11. Das dielektrische Filter gemäß Anspruch 5, das ferner einen äußeren Leiter aufweist,
der Abschnitte von äußeren Oberflächen des dielektrischen Blocks (50) bedeckt, wobei
jede der Resonanzleitungen (51a - 53a, 51b - 53b) ein Leerlaufende, das mit einer
Leerlaufelektrode (51c - 53c) verbunden ist, die von dem äußeren Leiter isoliert ist,
und ein Kurzschlußende aufweist, das mit dem äußeren Leiter verbunden ist, wobei die
Resonanzleitungen in zwei horizontalen Reihen angeordnet sind, die aus einer oberen
und einer unteren Reihe und mindestens zwei vertikalen Spalten bestehen, wobei sich
die Leerlaufenden von jedem Paar von Resonanzleitungen, die sich horizontal oder vertikal
nahe zueinander befinden, auf unterschiedlichen Endoberflächen befinden, wobei das
Paar der Resonanzleitungen in jeder Spalte miteinander interdigital gekoppelt ist,
um ein Einstufen-Bandsperrfilter (51-53) zu bilden, wobei eine Abschirmelektrode (54),
die mit dem äußeren Leiter verbunden ist, zwischen jedem von gegenseitig benachbarten
Paaren der Resonanzleitungen in der oberen Reihe vorgesehen ist.

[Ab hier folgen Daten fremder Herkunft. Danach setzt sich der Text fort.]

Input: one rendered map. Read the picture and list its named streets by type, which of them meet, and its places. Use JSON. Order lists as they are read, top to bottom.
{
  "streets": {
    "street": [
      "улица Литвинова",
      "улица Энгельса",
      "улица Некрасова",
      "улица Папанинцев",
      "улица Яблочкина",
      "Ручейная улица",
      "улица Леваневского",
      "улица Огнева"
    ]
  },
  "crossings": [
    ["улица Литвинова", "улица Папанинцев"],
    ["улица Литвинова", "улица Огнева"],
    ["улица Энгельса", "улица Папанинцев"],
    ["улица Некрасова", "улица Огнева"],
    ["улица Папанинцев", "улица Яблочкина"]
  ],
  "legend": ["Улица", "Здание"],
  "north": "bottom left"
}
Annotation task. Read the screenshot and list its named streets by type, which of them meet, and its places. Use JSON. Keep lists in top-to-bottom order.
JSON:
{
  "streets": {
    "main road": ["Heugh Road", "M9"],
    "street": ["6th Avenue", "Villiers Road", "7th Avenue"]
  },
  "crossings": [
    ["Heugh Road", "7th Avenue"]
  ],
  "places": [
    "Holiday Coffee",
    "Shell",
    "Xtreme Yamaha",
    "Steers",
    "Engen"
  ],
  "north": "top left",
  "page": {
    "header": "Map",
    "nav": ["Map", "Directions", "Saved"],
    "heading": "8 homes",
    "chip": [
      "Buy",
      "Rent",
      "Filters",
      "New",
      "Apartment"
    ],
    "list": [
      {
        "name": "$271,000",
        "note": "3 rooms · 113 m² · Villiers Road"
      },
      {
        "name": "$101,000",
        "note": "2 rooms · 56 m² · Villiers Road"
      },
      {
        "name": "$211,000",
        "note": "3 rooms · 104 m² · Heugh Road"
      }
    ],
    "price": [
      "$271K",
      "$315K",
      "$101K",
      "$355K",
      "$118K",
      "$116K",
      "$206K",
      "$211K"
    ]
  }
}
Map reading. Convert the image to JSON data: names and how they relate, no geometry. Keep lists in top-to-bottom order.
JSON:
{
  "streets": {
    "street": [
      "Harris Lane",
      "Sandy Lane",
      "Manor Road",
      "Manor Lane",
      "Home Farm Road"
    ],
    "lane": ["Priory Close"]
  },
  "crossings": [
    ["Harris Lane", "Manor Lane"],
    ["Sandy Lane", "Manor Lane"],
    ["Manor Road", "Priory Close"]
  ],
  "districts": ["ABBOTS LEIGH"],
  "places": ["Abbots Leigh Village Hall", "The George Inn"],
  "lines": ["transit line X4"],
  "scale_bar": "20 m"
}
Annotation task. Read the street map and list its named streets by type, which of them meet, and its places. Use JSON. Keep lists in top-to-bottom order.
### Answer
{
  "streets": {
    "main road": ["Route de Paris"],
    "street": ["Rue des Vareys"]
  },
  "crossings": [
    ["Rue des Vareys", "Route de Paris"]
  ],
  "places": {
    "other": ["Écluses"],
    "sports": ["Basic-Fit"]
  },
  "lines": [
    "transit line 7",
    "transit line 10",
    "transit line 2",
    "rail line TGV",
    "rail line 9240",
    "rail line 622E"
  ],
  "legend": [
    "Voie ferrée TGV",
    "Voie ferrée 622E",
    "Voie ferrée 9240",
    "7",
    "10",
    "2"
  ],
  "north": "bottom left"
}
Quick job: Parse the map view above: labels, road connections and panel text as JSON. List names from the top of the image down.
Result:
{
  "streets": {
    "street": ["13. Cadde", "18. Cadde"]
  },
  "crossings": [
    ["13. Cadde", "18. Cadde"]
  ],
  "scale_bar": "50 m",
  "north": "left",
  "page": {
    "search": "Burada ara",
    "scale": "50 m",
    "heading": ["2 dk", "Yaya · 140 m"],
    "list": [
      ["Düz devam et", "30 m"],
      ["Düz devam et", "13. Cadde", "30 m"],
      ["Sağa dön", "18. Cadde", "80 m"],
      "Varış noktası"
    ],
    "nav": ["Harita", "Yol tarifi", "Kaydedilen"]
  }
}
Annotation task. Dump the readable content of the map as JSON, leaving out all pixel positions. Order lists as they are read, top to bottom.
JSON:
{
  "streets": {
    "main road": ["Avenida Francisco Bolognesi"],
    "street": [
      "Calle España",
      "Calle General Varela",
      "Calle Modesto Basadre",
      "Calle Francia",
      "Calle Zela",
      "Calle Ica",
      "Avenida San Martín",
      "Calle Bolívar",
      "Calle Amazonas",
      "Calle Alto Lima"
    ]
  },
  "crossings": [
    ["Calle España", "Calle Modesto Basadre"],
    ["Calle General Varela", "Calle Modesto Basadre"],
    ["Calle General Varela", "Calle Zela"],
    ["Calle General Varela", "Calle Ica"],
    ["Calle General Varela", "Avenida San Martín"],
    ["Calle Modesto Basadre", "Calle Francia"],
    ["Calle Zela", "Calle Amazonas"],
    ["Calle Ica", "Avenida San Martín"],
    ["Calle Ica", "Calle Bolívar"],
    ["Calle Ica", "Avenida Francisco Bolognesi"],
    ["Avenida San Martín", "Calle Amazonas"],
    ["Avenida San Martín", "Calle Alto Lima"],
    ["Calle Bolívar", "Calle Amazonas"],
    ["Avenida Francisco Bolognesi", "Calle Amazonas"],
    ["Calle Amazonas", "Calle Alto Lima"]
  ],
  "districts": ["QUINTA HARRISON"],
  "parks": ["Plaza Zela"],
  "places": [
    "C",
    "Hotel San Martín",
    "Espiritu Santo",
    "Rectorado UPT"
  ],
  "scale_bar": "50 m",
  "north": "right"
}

12. Das dielektrische Filter gemäß Anspruch 5, das ferner einen äußeren Leiter aufweist,
der Abschnitte der äußeren Oberflächen des dielektrischen Blocks (60) bedeckt, wobei
der dielektrische Block ferner einen sich horizontal erstreckenden unteren Teil und
einen nach oben vorstehenden Mittelteil aufweist, wobei jede der Resonanzleitungen
(61a - 63a, 61b - 63b) ein Leerlaufende, das von dem äußeren Leiter isoliert ist,
und ein Kurzschlußende aufweist, das mit dem äußeren Leiter verbunden ist, wobei die
Resonanzleitungen mindestens drei Paare bilden, wobei zwei der Resonanzleitungen von
jedem der Paare miteinander interdigital gekoppelt sind, um ein Einstufen-Bandsperrfilter
(61-63) zu bilden, wobei sich die Leerlaufenden und die Kurzschlußenden der Resonanzleitungen
von jedem der Paare auf unterschiedlichen der Endoberflächen befinden, wobei eines
der Paare vertikal angeordnet ist, wobei sich eine der Resonanzleitungen in dem nach
oben vorstehenden Mittelteil befindet, und sich die andere der Resonanzleitungen darunter
befindet, wobei zwei andere der Paare horizontal angeordnet sind und auf beiden Seiten
des vertikal angeordneten Paars in dem sich horizontal erstreckenden Teil des dielektrischen
Blocks gebildet sind.
13. Das dielektrische Filter gemäß Anspruch 5, das ferner einen äußeren Leiter aufweist,
der Abschnitte von äußeren Oberflächen des dielektrischen Blocks (70) bedeckt, wobei
die Resonanzleitungen (71a - 73a, 71b - 73b) in zwei horizontalen Reihen angeordnet
sind, die aus einer oberen und einer unteren Reihe und mindestens drei vertikalen
Spalten bestehen, die Endspalten und innere Spalten dazwischen aufweisen, wobei jede
der Resonanzleitungen ein Leerlaufende und ein Kurzschlußende aufweist, wobei das
Paar der Resonanzleitungen in jeder Spalte miteinander interdigital gekoppelt ist,
um ein Einstufen-Bandsperrfilter (71-73) zu bilden, wobei die Leerlaufenden und die
Kurzschlußenden des interdigital gekoppelten Paars von jedem der Einstufen-Bandsperrfilter
an gegenüberliegenden der Endoberflächen gebildet sind, wobei die Leerlaufenden der
Resonanzleitungen in den Endspalten in der unteren Reihe jeweils mit einem Leerlaufanschluß
verbunden sind, der auf einer der Endoberflächen des dielektrischen Blocks gebildet
ist, wobei die Leerlaufenden der Resonanzleitungen in den Endspalten in der oberen
Reihe und in den inneren Spalten jeweils in einem ringförmigen leiterfreien Bereich
(71d - 73d) gebildet sind, der an einer inneren Oberfläche eines entsprechenden der
Durchgangslöcher gebildet ist.
14. Das dielektrische Filter gemäß Anspruch 13, bei dem sich die Reihen horizontal erstrecken
und die Durchgangslöcher eine horizontal längliche Querschnittsform aufweisen.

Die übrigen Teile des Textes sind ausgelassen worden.